* **Work task**: Output the records that follow exactly as they are written.

* **Collected data**:
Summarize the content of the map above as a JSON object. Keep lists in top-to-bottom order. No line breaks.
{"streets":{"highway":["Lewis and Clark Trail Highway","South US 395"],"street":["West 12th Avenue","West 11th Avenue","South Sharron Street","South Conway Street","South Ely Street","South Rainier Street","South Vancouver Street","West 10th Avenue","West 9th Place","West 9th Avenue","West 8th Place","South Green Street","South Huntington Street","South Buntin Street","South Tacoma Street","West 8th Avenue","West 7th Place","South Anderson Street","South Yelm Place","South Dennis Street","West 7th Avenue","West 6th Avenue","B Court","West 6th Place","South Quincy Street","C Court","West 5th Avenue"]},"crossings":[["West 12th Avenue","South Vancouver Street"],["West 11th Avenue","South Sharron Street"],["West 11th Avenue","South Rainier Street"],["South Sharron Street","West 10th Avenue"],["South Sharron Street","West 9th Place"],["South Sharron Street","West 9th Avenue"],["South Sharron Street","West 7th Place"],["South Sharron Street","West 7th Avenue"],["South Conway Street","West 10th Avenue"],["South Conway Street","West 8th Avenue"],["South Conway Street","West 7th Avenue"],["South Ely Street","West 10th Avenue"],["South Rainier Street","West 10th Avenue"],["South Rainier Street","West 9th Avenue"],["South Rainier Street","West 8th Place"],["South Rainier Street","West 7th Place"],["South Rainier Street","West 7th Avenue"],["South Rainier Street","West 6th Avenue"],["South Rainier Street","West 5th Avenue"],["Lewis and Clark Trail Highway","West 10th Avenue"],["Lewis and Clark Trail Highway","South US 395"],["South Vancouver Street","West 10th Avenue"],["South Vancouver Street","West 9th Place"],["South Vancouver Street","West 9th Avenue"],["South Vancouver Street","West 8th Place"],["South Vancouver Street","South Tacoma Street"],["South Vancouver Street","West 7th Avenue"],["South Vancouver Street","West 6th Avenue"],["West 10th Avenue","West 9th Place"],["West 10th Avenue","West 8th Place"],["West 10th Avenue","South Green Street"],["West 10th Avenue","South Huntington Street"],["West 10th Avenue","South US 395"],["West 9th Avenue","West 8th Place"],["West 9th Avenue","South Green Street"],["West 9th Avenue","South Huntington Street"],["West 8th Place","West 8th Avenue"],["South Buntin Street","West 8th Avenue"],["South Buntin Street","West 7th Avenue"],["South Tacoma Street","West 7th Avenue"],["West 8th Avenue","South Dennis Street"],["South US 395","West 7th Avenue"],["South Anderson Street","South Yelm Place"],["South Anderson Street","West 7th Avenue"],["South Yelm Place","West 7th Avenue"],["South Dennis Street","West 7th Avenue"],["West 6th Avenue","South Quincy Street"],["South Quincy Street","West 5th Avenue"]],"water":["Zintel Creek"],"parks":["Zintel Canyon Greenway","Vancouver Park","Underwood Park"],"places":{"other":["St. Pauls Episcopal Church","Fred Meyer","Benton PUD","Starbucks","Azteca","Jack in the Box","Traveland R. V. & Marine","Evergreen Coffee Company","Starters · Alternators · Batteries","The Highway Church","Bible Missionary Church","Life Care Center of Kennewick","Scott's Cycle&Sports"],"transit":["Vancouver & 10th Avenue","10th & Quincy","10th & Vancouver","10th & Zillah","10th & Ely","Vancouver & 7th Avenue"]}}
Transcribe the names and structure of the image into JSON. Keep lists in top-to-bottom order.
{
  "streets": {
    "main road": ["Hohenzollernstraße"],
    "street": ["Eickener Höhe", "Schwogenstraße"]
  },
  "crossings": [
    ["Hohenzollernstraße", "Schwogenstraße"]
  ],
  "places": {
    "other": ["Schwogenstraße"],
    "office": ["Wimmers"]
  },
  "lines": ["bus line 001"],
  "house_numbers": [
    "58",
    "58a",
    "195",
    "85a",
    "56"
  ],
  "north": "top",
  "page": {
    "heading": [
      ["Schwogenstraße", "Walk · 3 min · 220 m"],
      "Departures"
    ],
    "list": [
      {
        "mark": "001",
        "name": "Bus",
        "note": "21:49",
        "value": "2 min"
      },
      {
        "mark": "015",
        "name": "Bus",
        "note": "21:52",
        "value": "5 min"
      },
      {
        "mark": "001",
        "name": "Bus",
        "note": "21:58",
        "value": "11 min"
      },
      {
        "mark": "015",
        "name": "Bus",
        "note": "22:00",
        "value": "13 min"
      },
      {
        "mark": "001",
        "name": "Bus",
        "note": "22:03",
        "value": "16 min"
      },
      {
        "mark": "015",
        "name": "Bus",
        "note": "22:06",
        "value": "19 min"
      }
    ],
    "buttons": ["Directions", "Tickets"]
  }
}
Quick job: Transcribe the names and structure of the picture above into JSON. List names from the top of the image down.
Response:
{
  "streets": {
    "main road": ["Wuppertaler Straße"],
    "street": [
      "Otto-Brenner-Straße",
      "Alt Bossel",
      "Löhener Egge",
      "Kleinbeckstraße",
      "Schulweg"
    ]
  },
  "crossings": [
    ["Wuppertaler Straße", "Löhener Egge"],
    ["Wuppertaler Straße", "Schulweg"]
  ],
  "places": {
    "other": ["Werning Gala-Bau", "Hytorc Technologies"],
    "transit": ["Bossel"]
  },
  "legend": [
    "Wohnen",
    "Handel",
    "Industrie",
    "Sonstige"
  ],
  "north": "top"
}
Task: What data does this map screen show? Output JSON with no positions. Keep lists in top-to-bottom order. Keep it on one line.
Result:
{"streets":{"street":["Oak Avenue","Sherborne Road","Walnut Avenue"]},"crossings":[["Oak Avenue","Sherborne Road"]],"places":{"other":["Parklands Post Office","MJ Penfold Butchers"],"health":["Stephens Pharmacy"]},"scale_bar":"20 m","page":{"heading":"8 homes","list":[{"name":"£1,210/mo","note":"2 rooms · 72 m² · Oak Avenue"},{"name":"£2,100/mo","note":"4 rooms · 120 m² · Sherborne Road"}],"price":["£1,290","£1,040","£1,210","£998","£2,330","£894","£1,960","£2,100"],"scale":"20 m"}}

* **Response to this task**:
Summarize the content of the map above as a JSON object. Keep lists in top-to-bottom order. No line breaks.
{"streets":{"highway":["Lewis and Clark Trail Highway","South US 395"],"street":["West 12th Avenue","West 11th Avenue","South Sharron Street","South Conway Street","South Ely Street","South Rainier Street","South Vancouver Street","West 10th Avenue","West 9th Place","West 9th Avenue","West 8th Place","South Green Street","South Huntington Street","South Buntin Street","South Tacoma Street","West 8th Avenue","West 7th Place","South Anderson Street","South Yelm Place","South Dennis Street","West 7th Avenue","West 6th Avenue","B Court","West 6th Place","South Quincy Street","C Court","West 5th Avenue"]},"crossings":[["West 12th Avenue","South Vancouver Street"],["West 11th Avenue","South Sharron Street"],["West 11th Avenue","South Rainier Street"],["South Sharron Street","West 10th Avenue"],["South Sharron Street","West 9th Place"],["South Sharron Street","West 9th Avenue"],["South Sharron Street","West 7th Place"],["South Sharron Street","West 7th Avenue"],["South Conway Street","West 10th Avenue"],["South Conway Street","West 8th Avenue"],["South Conway Street","West 7th Avenue"],["South Ely Street","West 10th Avenue"],["South Rainier Street","West 10th Avenue"],["South Rainier Street","West 9th Avenue"],["South Rainier Street","West 8th Place"],["South Rainier Street","West 7th Place"],["South Rainier Street","West 7th Avenue"],["South Rainier Street","West 6th Avenue"],["South Rainier Street","West 5th Avenue"],["Lewis and Clark Trail Highway","West 10th Avenue"],["Lewis and Clark Trail Highway","South US 395"],["South Vancouver Street","West 10th Avenue"],["South Vancouver Street","West 9th Place"],["South Vancouver Street","West 9th Avenue"],["South Vancouver Street","West 8th Place"],["South Vancouver Street","South Tacoma Street"],["South Vancouver Street","West 7th Avenue"],["South Vancouver Street","West 6th Avenue"],["West 10th Avenue","West 9th Place"],["West 10th Avenue","West 8th Place"],["West 10th Avenue","South Green Street"],["West 10th Avenue","South Huntington Street"],["West 10th Avenue","South US 395"],["West 9th Avenue","West 8th Place"],["West 9th Avenue","South Green Street"],["West 9th Avenue","South Huntington Street"],["West 8th Place","West 8th Avenue"],["South Buntin Street","West 8th Avenue"],["South Buntin Street","West 7th Avenue"],["South Tacoma Street","West 7th Avenue"],["West 8th Avenue","South Dennis Street"],["South US 395","West 7th Avenue"],["South Anderson Street","South Yelm Place"],["South Anderson Street","West 7th Avenue"],["South Yelm Place","West 7th Avenue"],["South Dennis Street","West 7th Avenue"],["West 6th Avenue","South Quincy Street"],["South Quincy Street","West 5th Avenue"]],"water":["Zintel Creek"],"parks":["Zintel Canyon Greenway","Vancouver Park","Underwood Park"],"places":{"other":["St. Pauls Episcopal Church","Fred Meyer","Benton PUD","Starbucks","Azteca","Jack in the Box","Traveland R. V. & Marine","Evergreen Coffee Company","Starters · Alternators · Batteries","The Highway Church","Bible Missionary Church","Life Care Center of Kennewick","Scott's Cycle&Sports"],"transit":["Vancouver & 10th Avenue","10th & Quincy","10th & Vancouver","10th & Zillah","10th & Ely","Vancouver & 7th Avenue"]}}
Transcribe the names and structure of the image into JSON. Keep lists in top-to-bottom order.
{
  "streets": {
    "main road": ["Hohenzollernstraße"],
    "street": ["Eickener Höhe", "Schwogenstraße"]
  },
  "crossings": [
    ["Hohenzollernstraße", "Schwogenstraße"]
  ],
  "places": {
    "other": ["Schwogenstraße"],
    "office": ["Wimmers"]
  },
  "lines": ["bus line 001"],
  "house_numbers": [
    "58",
    "58a",
    "195",
    "85a",
    "56"
  ],
  "north": "top",
  "page": {
    "heading": [
      ["Schwogenstraße", "Walk · 3 min · 220 m"],
      "Departures"
    ],
    "list": [
      {
        "mark": "001",
        "name": "Bus",
        "note": "21:49",
        "value": "2 min"
      },
      {
        "mark": "015",
        "name": "Bus",
        "note": "21:52",
        "value": "5 min"
      },
      {
        "mark": "001",
        "name": "Bus",
        "note": "21:58",
        "value": "11 min"
      },
      {
        "mark": "015",
        "name": "Bus",
        "note": "22:00",
        "value": "13 min"
      },
      {
        "mark": "001",
        "name": "Bus",
        "note": "22:03",
        "value": "16 min"
      },
      {
        "mark": "015",
        "name": "Bus",
        "note": "22:06",
        "value": "19 min"
      }
    ],
    "buttons": ["Directions", "Tickets"]
  }
}
Quick job: Transcribe the names and structure of the picture above into JSON. List names from the top of the image down.
Response:
{
  "streets": {
    "main road": ["Wuppertaler Straße"],
    "street": [
      "Otto-Brenner-Straße",
      "Alt Bossel",
      "Löhener Egge",
      "Kleinbeckstraße",
      "Schulweg"
    ]
  },
  "crossings": [
    ["Wuppertaler Straße", "Löhener Egge"],
    ["Wuppertaler Straße", "Schulweg"]
  ],
  "places": {
    "other": ["Werning Gala-Bau", "Hytorc Technologies"],
    "transit": ["Bossel"]
  },
  "legend": [
    "Wohnen",
    "Handel",
    "Industrie",
    "Sonstige"
  ],
  "north": "top"
}
Task: What data does this map screen show? Output JSON with no positions. Keep lists in top-to-bottom order. Keep it on one line.
Result:
{"streets":{"street":["Oak Avenue","Sherborne Road","Walnut Avenue"]},"crossings":[["Oak Avenue","Sherborne Road"]],"places":{"other":["Parklands Post Office","MJ Penfold Butchers"],"health":["Stephens Pharmacy"]},"scale_bar":"20 m","page":{"heading":"8 homes","list":[{"name":"£1,210/mo","note":"2 rooms · 72 m² · Oak Avenue"},{"name":"£2,100/mo","note":"4 rooms · 120 m² · Sherborne Road"}],"price":["£1,290","£1,040","£1,210","£998","£2,330","£894","£1,960","£2,100"],"scale":"20 m"}}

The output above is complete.